Task item:
Your task is to gather the lines below that hold the string "DELEVAN".

Records shown:
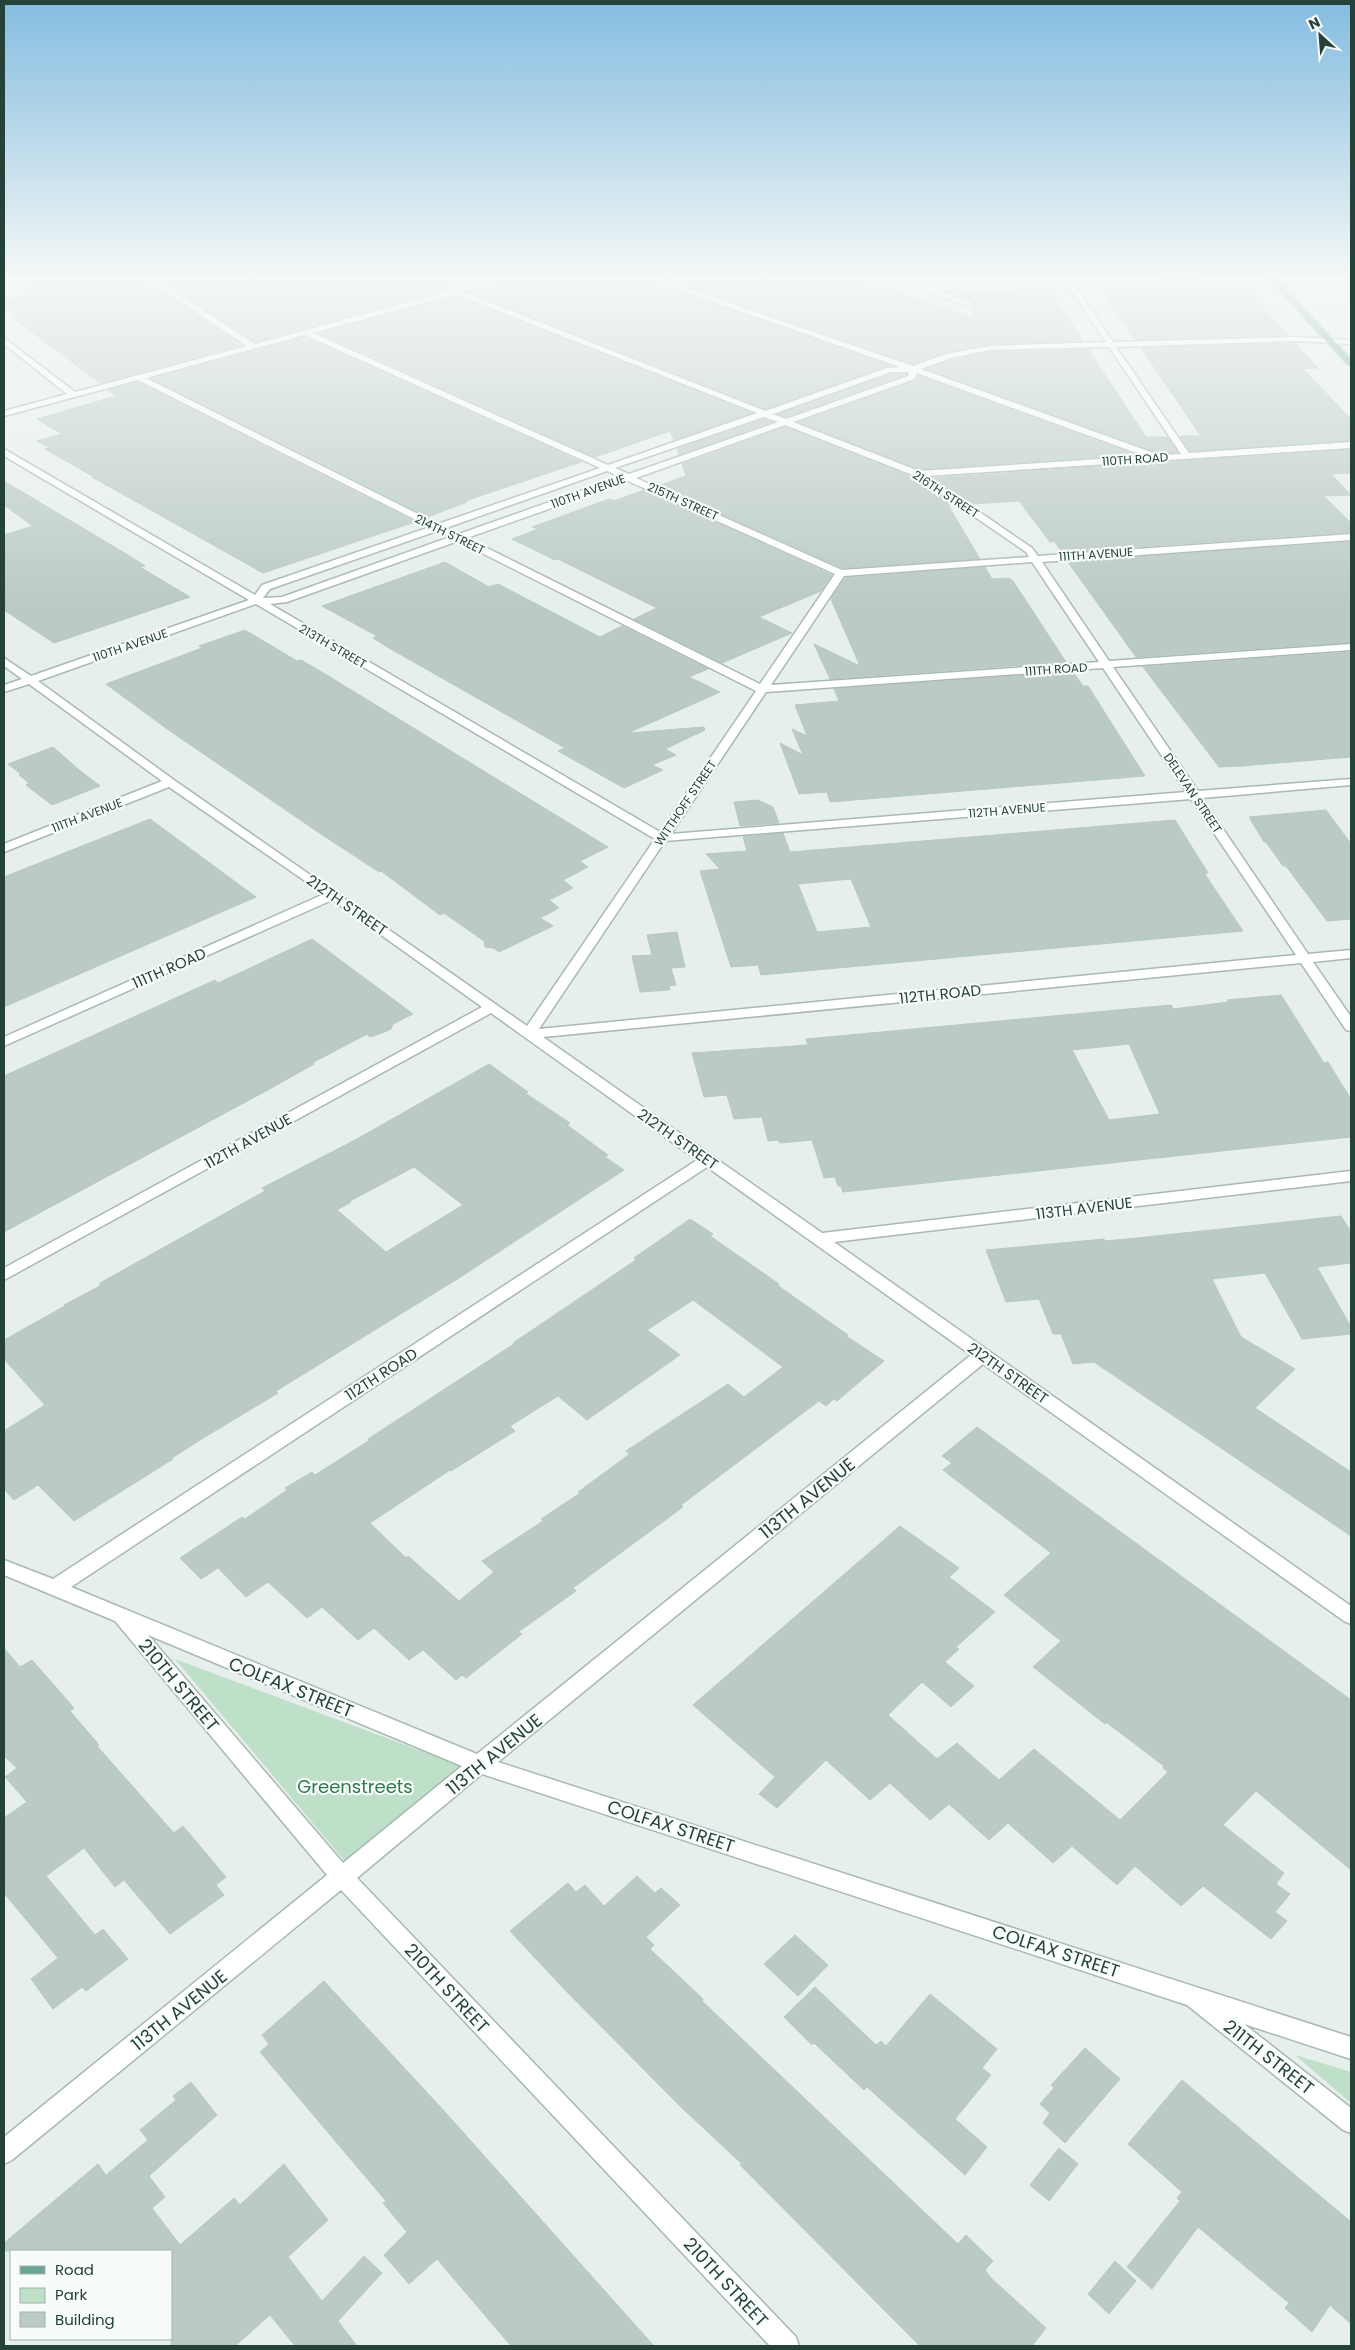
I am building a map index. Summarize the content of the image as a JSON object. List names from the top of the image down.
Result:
{
  "streets": {
    "street": [
      "110TH ROAD",
      "110TH AVENUE",
      "216TH STREET",
      "215TH STREET",
      "214TH STREET",
      "111TH AVENUE",
      "213TH STREET",
      "111TH ROAD",
      "DELEVAN STREET",
      "WITTHOFF STREET",
      "112TH AVENUE",
      "212TH STREET",
      "112TH ROAD",
      "113TH AVENUE",
      "210TH STREET",
      "COLFAX STREET",
      "211TH STREET"
    ]
  },
  "crossings": [
    ["110TH ROAD", "216TH STREET"],
    ["110TH AVENUE", "216TH STREET"],
    ["110TH AVENUE", "215TH STREET"],
    ["110TH AVENUE", "214TH STREET"],
    ["110TH AVENUE", "213TH STREET"],
    ["110TH AVENUE", "212TH STREET"],
    ["216TH STREET", "111TH AVENUE"],
    ["216TH STREET", "DELEVAN STREET"],
    ["215TH STREET", "111TH AVENUE"],
    ["215TH STREET", "WITTHOFF STREET"],
    ["214TH STREET", "111TH ROAD"],
    ["214TH STREET", "WITTHOFF STREET"],
    ["111TH AVENUE", "DELEVAN STREET"],
    ["111TH AVENUE", "WITTHOFF STREET"],
    ["111TH AVENUE", "212TH STREET"],
    ["213TH STREET", "WITTHOFF STREET"],
    ["213TH STREET", "112TH AVENUE"],
    ["111TH ROAD", "DELEVAN STREET"],
    ["111TH ROAD", "WITTHOFF STREET"],
    ["111TH ROAD", "212TH STREET"],
    ["DELEVAN STREET", "112TH AVENUE"],
    ["DELEVAN STREET", "112TH ROAD"],
    ["WITTHOFF STREET", "112TH AVENUE"],
    ["WITTHOFF STREET", "212TH STREET"],
    ["WITTHOFF STREET", "112TH ROAD"],
    ["112TH AVENUE", "212TH STREET"],
    ["212TH STREET", "112TH ROAD"],
    ["212TH STREET", "113TH AVENUE"],
    ["112TH ROAD", "COLFAX STREET"],
    ["113TH AVENUE", "210TH STREET"],
    ["113TH AVENUE", "COLFAX STREET"],
    ["210TH STREET", "COLFAX STREET"],
    ["COLFAX STREET", "211TH STREET"]
  ],
  "parks": ["Greenstreets"],
  "legend": ["Road", "Park", "Building"],
  "north": "top left"
}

Your response:
      "DELEVAN STREET",
    ["216TH STREET", "DELEVAN STREET"],
    ["111TH AVENUE", "DELEVAN STREET"],
    ["111TH ROAD", "DELEVAN STREET"],
    ["DELEVAN STREET", "112TH AVENUE"],
    ["DELEVAN STREET", "112TH ROAD"],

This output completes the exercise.